_What to produce:_
Print exactly the lines below between the line holding "translate:-50% -50%; white-space:nowrap;" and the line holding "position:absolute; left:32px; top:2020px;", inclusive, and nothing more.

Exercise input below:

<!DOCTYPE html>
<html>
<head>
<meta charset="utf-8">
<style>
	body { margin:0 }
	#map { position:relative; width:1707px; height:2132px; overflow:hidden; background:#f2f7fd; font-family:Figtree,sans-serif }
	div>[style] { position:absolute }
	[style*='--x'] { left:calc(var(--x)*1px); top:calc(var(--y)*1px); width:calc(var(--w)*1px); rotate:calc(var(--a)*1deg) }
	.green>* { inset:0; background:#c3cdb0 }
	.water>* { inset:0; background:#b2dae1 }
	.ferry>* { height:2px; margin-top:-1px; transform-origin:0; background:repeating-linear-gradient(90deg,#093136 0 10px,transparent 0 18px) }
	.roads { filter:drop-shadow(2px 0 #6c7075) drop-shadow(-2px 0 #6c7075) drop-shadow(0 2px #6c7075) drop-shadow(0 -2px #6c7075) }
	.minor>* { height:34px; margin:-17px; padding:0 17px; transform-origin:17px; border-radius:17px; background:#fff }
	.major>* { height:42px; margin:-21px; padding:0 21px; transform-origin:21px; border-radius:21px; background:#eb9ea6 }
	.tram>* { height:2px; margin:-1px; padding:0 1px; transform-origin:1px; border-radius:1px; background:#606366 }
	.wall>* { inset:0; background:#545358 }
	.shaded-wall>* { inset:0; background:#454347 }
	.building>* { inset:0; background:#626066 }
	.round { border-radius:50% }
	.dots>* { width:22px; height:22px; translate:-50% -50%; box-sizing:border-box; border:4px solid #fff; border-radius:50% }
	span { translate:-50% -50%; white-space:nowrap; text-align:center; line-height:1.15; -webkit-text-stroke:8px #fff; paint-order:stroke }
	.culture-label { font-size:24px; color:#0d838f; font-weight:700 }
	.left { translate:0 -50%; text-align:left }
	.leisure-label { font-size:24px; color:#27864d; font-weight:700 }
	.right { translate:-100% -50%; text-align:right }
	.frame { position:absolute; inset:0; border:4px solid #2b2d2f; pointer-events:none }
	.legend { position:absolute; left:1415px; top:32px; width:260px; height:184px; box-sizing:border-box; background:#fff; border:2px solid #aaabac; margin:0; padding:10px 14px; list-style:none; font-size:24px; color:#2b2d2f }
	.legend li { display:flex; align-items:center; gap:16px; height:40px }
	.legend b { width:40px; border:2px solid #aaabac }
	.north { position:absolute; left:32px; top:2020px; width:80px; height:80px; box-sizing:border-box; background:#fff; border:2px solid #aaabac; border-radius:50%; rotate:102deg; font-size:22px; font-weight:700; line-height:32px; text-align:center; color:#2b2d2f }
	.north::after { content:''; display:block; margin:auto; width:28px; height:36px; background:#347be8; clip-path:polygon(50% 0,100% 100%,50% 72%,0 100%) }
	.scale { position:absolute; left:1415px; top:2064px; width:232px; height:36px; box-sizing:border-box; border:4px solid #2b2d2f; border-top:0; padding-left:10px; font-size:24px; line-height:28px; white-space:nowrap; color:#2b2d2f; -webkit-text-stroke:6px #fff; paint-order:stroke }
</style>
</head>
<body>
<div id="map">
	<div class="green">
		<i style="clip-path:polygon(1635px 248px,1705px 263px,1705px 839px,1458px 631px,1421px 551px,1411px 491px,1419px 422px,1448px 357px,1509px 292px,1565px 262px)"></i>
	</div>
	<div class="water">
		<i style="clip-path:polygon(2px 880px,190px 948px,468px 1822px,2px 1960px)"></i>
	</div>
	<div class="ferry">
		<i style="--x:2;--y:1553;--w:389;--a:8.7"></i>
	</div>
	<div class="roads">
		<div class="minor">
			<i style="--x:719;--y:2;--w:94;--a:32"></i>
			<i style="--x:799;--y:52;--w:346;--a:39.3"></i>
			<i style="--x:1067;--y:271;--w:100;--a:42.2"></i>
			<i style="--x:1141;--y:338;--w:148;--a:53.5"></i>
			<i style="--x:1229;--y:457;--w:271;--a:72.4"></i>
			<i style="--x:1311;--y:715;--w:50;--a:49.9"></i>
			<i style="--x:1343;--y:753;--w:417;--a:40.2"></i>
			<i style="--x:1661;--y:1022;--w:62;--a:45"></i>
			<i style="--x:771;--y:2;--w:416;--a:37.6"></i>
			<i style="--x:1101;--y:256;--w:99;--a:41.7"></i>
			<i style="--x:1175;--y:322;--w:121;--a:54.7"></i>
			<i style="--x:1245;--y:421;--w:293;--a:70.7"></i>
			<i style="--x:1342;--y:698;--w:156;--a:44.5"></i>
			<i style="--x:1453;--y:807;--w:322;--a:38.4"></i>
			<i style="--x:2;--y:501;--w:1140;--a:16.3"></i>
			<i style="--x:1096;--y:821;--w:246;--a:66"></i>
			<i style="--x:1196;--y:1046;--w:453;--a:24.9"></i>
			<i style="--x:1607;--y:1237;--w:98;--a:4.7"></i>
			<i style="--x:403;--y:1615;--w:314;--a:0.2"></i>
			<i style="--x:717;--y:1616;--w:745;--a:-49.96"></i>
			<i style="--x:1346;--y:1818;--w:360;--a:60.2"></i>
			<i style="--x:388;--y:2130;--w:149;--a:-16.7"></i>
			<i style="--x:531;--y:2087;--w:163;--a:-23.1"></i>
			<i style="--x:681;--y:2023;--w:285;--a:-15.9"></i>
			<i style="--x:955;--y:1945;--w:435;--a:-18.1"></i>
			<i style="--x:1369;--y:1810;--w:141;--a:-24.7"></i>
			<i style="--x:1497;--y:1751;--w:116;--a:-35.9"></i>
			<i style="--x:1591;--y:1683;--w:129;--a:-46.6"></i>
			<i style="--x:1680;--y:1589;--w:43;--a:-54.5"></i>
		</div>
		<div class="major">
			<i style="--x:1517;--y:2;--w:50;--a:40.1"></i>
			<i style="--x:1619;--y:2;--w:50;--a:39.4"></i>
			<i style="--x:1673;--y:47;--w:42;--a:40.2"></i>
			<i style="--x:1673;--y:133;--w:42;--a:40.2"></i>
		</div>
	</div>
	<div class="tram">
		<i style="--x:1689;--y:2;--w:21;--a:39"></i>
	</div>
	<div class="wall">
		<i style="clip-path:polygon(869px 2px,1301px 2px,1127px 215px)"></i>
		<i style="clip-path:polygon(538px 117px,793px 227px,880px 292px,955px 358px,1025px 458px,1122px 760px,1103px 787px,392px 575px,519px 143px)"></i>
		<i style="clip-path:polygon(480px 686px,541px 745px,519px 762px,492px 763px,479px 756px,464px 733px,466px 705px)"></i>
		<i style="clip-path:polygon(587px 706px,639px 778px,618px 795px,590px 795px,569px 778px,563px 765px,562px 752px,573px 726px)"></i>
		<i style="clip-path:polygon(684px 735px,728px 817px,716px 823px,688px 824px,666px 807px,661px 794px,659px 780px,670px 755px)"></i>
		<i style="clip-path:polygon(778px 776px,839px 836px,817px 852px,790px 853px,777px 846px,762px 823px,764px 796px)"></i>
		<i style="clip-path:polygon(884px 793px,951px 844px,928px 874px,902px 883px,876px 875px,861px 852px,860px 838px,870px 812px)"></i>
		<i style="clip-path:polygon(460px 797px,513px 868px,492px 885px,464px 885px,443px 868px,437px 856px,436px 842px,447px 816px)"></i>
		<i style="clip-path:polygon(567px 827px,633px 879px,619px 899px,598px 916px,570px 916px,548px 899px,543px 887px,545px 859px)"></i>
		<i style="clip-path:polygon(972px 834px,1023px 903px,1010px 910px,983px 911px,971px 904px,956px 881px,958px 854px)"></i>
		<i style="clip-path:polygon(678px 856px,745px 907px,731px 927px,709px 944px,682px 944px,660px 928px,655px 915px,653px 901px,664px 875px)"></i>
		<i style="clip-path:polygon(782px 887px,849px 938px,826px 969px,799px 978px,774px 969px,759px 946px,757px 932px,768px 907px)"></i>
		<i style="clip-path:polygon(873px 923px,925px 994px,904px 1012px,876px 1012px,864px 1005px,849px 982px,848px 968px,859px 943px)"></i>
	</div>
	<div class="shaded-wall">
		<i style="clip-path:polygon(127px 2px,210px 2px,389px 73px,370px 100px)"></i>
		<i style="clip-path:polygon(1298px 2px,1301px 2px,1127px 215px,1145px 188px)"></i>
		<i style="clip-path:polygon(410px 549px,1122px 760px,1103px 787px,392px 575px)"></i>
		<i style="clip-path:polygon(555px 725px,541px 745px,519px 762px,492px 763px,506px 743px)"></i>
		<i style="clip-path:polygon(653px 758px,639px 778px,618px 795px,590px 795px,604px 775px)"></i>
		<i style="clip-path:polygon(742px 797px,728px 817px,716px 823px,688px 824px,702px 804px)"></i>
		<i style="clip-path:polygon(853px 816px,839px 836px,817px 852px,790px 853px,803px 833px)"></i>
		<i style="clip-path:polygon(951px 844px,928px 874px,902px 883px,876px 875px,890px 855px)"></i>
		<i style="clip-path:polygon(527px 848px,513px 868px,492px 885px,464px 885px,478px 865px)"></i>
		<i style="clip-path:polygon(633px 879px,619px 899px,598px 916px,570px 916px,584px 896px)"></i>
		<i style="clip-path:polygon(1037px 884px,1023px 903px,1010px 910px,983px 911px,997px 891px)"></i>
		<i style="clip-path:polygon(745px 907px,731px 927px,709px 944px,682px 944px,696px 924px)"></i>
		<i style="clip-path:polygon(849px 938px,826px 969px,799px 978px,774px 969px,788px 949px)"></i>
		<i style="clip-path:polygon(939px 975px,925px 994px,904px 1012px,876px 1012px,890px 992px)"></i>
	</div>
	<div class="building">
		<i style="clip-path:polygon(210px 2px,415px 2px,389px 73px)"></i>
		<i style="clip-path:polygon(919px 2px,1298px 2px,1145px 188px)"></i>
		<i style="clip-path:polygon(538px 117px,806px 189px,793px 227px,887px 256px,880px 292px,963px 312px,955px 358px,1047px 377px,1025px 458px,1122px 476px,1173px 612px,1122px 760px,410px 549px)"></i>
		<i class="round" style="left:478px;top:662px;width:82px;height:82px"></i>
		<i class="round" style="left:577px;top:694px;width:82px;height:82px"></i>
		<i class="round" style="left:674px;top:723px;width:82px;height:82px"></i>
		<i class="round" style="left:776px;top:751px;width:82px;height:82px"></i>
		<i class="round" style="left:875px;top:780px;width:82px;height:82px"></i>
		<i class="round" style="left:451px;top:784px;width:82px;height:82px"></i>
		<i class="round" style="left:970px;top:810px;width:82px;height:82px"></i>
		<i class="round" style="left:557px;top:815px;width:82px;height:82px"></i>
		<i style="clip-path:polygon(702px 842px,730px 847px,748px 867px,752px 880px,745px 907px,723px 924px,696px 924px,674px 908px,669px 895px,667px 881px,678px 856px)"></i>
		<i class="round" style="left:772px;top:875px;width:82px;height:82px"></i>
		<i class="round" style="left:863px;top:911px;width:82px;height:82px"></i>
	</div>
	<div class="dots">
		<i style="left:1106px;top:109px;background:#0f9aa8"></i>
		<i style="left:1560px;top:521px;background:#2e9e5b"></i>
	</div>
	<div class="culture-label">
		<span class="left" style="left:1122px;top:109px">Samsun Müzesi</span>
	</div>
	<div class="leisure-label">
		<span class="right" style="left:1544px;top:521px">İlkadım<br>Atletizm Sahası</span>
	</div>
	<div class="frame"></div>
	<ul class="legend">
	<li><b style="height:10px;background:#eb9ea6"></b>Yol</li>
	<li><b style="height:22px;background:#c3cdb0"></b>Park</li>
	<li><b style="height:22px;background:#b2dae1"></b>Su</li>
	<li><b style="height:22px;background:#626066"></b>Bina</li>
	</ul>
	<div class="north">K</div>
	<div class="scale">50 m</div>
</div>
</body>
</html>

End of Exercise input.

_Written reply:_
	span { translate:-50% -50%; white-space:nowrap; text-align:center; line-height:1.15; -webkit-text-stroke:8px #fff; paint-order:stroke }
	.culture-label { font-size:24px; color:#0d838f; font-weight:700 }
	.left { translate:0 -50%; text-align:left }
	.leisure-label { font-size:24px; color:#27864d; font-weight:700 }
	.right { translate:-100% -50%; text-align:right }
	.frame { position:absolute; inset:0; border:4px solid #2b2d2f; pointer-events:none }
	.legend { position:absolute; left:1415px; top:32px; width:260px; height:184px; box-sizing:border-box; background:#fff; border:2px solid #aaabac; margin:0; padding:10px 14px; list-style:none; font-size:24px; color:#2b2d2f }
	.legend li { display:flex; align-items:center; gap:16px; height:40px }
	.legend b { width:40px; border:2px solid #aaabac }
	.north { position:absolute; left:32px; top:2020px; width:80px; height:80px; box-sizing:border-box; background:#fff; border:2px solid #aaabac; border-radius:50%; rotate:102deg; font-size:22px; font-weight:700; line-height:32px; text-align:center; color:#2b2d2f }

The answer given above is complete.